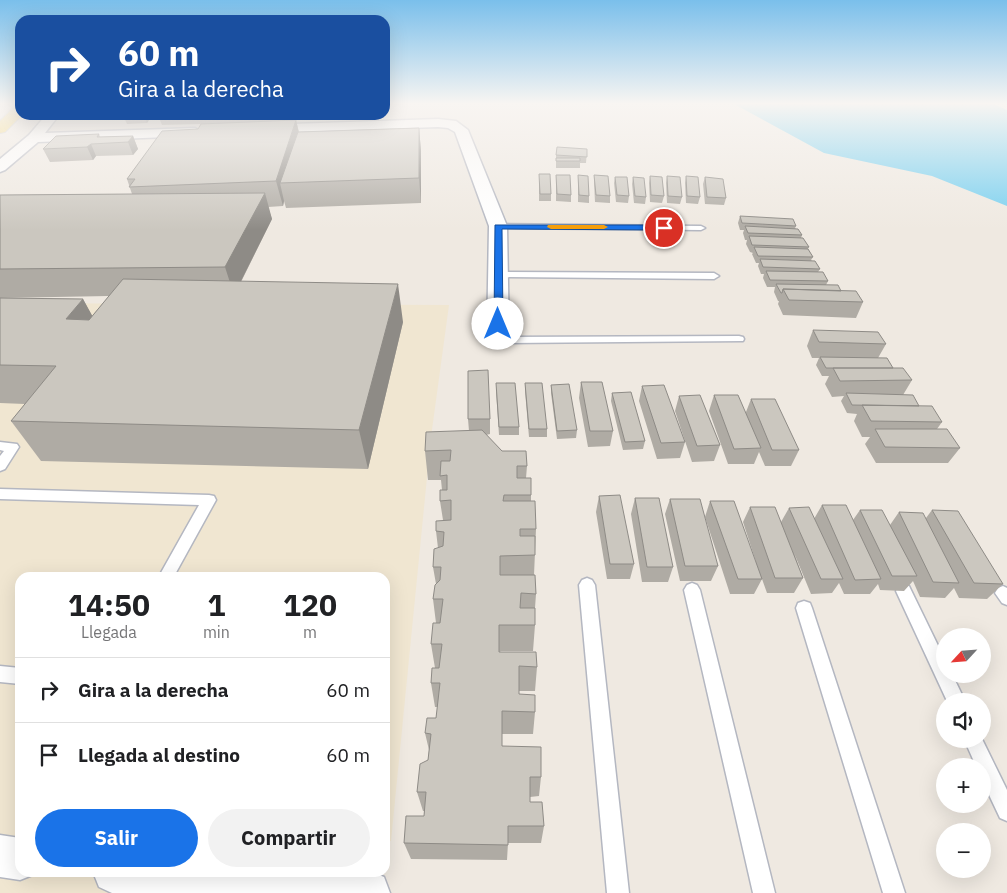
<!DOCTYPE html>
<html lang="es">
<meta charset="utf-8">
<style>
:root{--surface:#fff;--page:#f2f2f2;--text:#202124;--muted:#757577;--line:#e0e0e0;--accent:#1a73e8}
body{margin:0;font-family:"IBM Plex Sans",sans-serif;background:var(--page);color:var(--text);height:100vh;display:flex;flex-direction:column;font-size:19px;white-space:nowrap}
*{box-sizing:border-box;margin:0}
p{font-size:16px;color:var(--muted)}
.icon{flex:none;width:28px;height:28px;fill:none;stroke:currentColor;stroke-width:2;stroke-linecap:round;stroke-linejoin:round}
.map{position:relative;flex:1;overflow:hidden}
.details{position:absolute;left:15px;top:572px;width:375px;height:305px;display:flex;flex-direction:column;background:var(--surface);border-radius:15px;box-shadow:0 5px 20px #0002}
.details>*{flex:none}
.top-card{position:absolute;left:15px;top:15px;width:375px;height:105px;border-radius:15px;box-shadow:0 5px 20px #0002;background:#1a4fa0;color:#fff;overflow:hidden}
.needle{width:32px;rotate:244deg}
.tools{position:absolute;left:936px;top:628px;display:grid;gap:10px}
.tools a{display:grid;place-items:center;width:55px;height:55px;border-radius:50%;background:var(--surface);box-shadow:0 5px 20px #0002;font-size:25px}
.pin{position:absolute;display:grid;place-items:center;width:42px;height:42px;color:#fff;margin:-21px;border:2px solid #fff;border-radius:50%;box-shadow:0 1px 5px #0007}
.me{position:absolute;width:55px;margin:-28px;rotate:0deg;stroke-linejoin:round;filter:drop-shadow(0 0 4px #0008)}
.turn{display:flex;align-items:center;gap:18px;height:105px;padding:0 20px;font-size:22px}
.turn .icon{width:65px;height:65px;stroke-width:2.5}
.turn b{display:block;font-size:35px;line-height:42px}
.eta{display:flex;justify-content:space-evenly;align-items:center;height:85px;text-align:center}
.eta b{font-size:30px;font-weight:700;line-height:35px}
.action{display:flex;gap:10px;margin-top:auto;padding:10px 20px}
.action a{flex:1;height:58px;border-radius:30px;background:var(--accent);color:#fff;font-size:20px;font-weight:700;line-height:58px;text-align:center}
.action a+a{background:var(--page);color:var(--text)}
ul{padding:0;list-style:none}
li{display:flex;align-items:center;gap:15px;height:65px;padding:0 20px;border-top:1px solid var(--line)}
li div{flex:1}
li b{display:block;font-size:19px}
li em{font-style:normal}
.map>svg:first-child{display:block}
.education{fill:#f0e6d1}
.water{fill:#75cff0}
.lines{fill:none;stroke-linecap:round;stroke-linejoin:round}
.service-casing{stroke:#b4b7c1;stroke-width:3}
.minor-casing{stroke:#b4b7c1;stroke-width:3}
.primary-casing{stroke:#c9c9c9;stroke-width:2}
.service{fill:#fff;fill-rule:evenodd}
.minor{fill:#fff;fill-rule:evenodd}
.primary{fill:#f2d163;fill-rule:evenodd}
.wall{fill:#afaba4}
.shaded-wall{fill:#8e8b86}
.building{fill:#cbc7bf;stroke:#8e8b86}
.route{fill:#1a73e8;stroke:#114b97}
.slow{fill:#f59e0b}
</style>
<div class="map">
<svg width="1007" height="893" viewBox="0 0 1007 893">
<rect width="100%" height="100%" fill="#efe9e1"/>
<path class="education" d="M0,303L449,305L431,437L391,841H385V578H20V872L128,873L120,893H0Z"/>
<path class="water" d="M734,104H994L1007,110V206L932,176L824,153Z"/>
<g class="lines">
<g class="service-casing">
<path id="service" d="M495,224L701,226L705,228L701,230L498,228H495Z
M498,272L714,273L719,276L714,279L495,277V273Z
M739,336L743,337L744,339L743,341L498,343L493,340L498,337Z
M0,442L17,444L19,447L5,469L0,471V456L4,451L0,450Z
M0,489L209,495L214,496L216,500L173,578H158L199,505L0,499Z
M587,578L592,580L595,585L629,893H607L579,585L582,580Z
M692,583L697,585L700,590L775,893H753L684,590L687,585Z
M904,584L909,586L945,660V674H952L965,701H947L896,591L899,586Z
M1003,586L1007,588V605L1002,603L995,593L998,588Z
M804,601L810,603L812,608L905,893H883L796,608L798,603Z
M0,666L20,668V684L0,682Z
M964,739H982L1007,790V821L1000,818L982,780V766H976Z"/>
</g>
<g class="minor-casing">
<path id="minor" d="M46,115H59L45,133L195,128L202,132L195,136L38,142L5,170L0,172V159L29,135Z
M438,119L456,121L468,130L507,226L509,340L506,345L498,347L490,345L487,340L489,226L455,132L448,128L438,127L262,133L255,129L262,125Z
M0,835L20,838V872H36L35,874L20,880L0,877Z
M93,872H372L384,877L390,893H112L99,887Z"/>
</g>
<g class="primary-casing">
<path id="primary" d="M20,105V115H22L5,132L0,133V121L15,106Z"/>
</g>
<use href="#service" class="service"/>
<use href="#minor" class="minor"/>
<use href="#primary" class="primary"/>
</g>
<path class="wall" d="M385,104H408L385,105Z
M123,115H152L147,123L127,124Z
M158,115H288L286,120H296L299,132L419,128L421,151V203L286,208L284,201L283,206L268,207L272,219L241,282L403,322L368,469L41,461L11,421L25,404L0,403V298L83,299L92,316L109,296L0,298V195L132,194L127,179L198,129L201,124L162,125Z
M99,134L100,137L133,136L138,149L133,155L96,156L93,160L50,162L43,149Z
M587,149L586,163H580V168H556V155Z
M556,175L571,195V202L556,201Z
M578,175L589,196V203L578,202Z
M594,175L610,196V203L595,202L594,182Z
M650,176L664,196L662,203L650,202L649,183Z
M667,176L682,197L680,204L667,203L666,183Z
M686,176L700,197L698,204L686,203L685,183Z
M615,177L629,196L628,203L616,202L614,183Z
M633,177L646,197L645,204L634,203L632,184Z
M705,177L726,198L724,205L705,204L703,184Z
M539,181L551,194V201H539Z
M740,216L796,226L795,228L802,235L801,238L809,247L808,249L813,257L811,260L820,269L818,272L828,281L826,285L841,291L863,302L856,318L783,315L778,304L779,301H778L774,292L775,287H767L763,278L764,274H761L758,266L759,263H756L752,254L753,253L750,252L746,244L747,240H745L743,233L744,230H740L738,223Z
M813,330L886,344L878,358L912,380L903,395L942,422L937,429L960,448L948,463H876L865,444L870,437H862L854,421L857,414L847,413L841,401L844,396L832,397L825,384L829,376H822L816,365L819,358H812L807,346Z
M581,382L613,431L610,446L588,447L579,398Z
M525,383L547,429V437H529L525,391Z
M551,385L577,430L576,438L557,439L551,393Z
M642,386L685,442L680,458L657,459L639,401Z
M496,391L519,427V435H499Z
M612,393L645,441L643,449L623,450L611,401Z
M714,395L746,412L751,399L799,450L791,466H765L759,452L754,464H728L709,411Z
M679,396L720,445L714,461L692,462L675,411Z
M468,419H490V434L486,435L502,451L527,466L526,478L531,495V501L536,529L534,575L536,594L535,608V625L533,651H499L537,667L535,691H519V694L535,712L533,734H502V746L541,777L539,796L530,797V802L544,826L541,843H508L507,860L411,859L404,843L424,816V811H423L417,792L428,760L429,750L425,733L436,718L438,707H435L431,683L435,668L431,644L436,623L433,599L436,584L433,567L438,548L436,531L443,520L440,501L442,490L441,480H428L425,451L469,431Z
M599,496L634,564L630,579H607L596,512Z
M635,498L673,567L668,582H642L631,514Z
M670,499L718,566L711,581H680L665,514Z
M710,501L756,562L743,522L750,507L781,522L789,508L814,519L822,505L853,520L860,510L890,525L899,512L926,518L932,510L1003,584L987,599L959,598L954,588L945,598L920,597L913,581L904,591L880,590L878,584L870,594H844L839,583L832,593L811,594L794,553L803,578L794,593H767L762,579L754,594H730L705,517Z"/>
<path class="shaded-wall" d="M144,115H152L147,123Z
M285,115H288L286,121Z
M296,120L301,143L280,183L284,201L283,206L276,181Z
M419,128L421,151V203L419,178Z
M133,136L138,149L133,155L128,142Z
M91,144L96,156L93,160L87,147Z
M265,193L272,219L234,295L225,267Z
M398,284L403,322L368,469L359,430Z
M83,299L104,337L66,319Z"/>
<path class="building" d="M296,120L276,181L129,187L135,179H127L162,131L198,129L201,124Z
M419,128V178L280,183L298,132Z
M99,134L97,137L133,136L128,142L91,144L87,147L43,149L56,136Z
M557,147L587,149V157L556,155Z
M556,158H580V161H556Z
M539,174H550L551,194H540Z
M556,175H570L571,195L557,194Z
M578,175L588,176L589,196L579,195Z
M594,175L608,176L610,196L596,195Z
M650,176L662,177L664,196L651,195Z
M667,176L680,177L682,197L668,196Z
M686,176L698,177L700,197L687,196Z
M615,177H627L629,196L617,195Z
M633,177L644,178L646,197L635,196Z
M705,177L723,179L726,198L707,197Z
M265,193L225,267L0,269V195Z
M740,216L793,219L796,226L742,223Z
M745,226L798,229L802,235L748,233Z
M749,236L803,238L809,247L752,245Z
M754,247L808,249L813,257L758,256Z
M760,259L815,261L820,269L763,267Z
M766,271L823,272L828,281L770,280Z
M123,279L398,284L359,430L11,421L56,366L0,365V298L83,299L66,319L89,320Z
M776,284L838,285L841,291L783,289L782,293H781Z
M783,289L856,291L863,302L789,300Z
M813,330L878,332L886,344L819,342Z
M820,357L887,358L893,368H826Z
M833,368H903L912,380L840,381Z
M488,370L490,419H468V371Z
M581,382H602L613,431H590Z
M496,383H515L519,427H499Z
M525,383H542L547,429H529Z
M569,384L577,430L557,431L551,385Z
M664,385L685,442L661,443L642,386Z
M631,392L645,441L625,442L612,393Z
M846,393L913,395L919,406L852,405Z
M700,395L720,445L697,446L679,396Z
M714,395H738L761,448L734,449Z
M751,399H775L799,450H772Z
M862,405L932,406L942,422L871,421Z
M875,429H947L960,448L885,447Z
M482,430L502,451H526L527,466H517V478H531V495H504L503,501H535L536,529H520V536H535V555L500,556V575H535L536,594L521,593L520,608H535V625H499V652H536L537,667L519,666V694L535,695V712L502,711V746L541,747V777H530V802H542L544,826H508V845L404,843L406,816H424L426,792H417L420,764L428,760L431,734L425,733L427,718H436L440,683H431L432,668H439L442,644H431L433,623H440L443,599H433L435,585L440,580L441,567H433L434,549L443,546L444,532L436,531V521L451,520V500L440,501V490H447V475L440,476L441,461H450L451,450L425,451L426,432Z
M620,495L634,564H610L599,496Z
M635,498H659L673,567H647Z
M670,499H700L718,566H685Z
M710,501H734L762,579H738Z
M822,505H846L881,579L855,580Z
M750,507H775L803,578H775Z
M809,507L843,579H821L789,508Z
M860,510H882L917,576H892Z
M932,510L958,511L1003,584L974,583Z
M899,512L923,513L959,583L933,582Z"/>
<linearGradient id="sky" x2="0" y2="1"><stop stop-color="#7abfeb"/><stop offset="0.45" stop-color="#f8f5f2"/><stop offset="1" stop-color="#f8f5f2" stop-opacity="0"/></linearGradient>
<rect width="1007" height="230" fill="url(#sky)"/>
<path class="route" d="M495,225H664L668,228L664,230L502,229L503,324L498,327L494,324Z"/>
<path class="slow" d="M548,225H604L608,227L604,229H551L547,227Z"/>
</svg>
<div class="tools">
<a><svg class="needle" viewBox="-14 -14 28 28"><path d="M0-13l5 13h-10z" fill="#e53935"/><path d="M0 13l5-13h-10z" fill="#757577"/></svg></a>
<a><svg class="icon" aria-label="sound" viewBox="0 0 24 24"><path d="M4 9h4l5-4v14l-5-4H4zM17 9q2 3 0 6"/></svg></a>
<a>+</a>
<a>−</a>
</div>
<div class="pin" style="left:664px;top:228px;background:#d93025"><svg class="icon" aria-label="arrive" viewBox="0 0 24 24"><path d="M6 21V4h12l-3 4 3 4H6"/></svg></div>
<svg class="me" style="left:498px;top:324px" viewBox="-20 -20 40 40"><circle r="19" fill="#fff"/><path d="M0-13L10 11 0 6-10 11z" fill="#1a73e8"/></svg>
<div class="top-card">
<div class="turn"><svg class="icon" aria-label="right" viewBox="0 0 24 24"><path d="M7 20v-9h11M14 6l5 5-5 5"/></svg><div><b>60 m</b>Gira a la derecha</div></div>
</div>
<section class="details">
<div class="eta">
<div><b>14:50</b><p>Llegada</p></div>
<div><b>1</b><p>min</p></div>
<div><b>120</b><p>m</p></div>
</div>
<ul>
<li><svg class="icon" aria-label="right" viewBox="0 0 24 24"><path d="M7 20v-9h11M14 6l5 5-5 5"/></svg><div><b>Gira a la derecha</b></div><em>60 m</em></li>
<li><svg class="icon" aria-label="arrive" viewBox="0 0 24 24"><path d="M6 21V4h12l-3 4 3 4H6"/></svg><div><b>Llegada al destino</b></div><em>60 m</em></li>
</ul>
<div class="action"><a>Salir</a><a>Compartir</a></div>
</section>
</div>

Problem to work on: Every line above in which the word "rule" occurs is to be copied.

Answer box:
.service{fill:#fff;fill-rule:evenodd}
.minor{fill:#fff;fill-rule:evenodd}
.primary{fill:#f2d163;fill-rule:evenodd}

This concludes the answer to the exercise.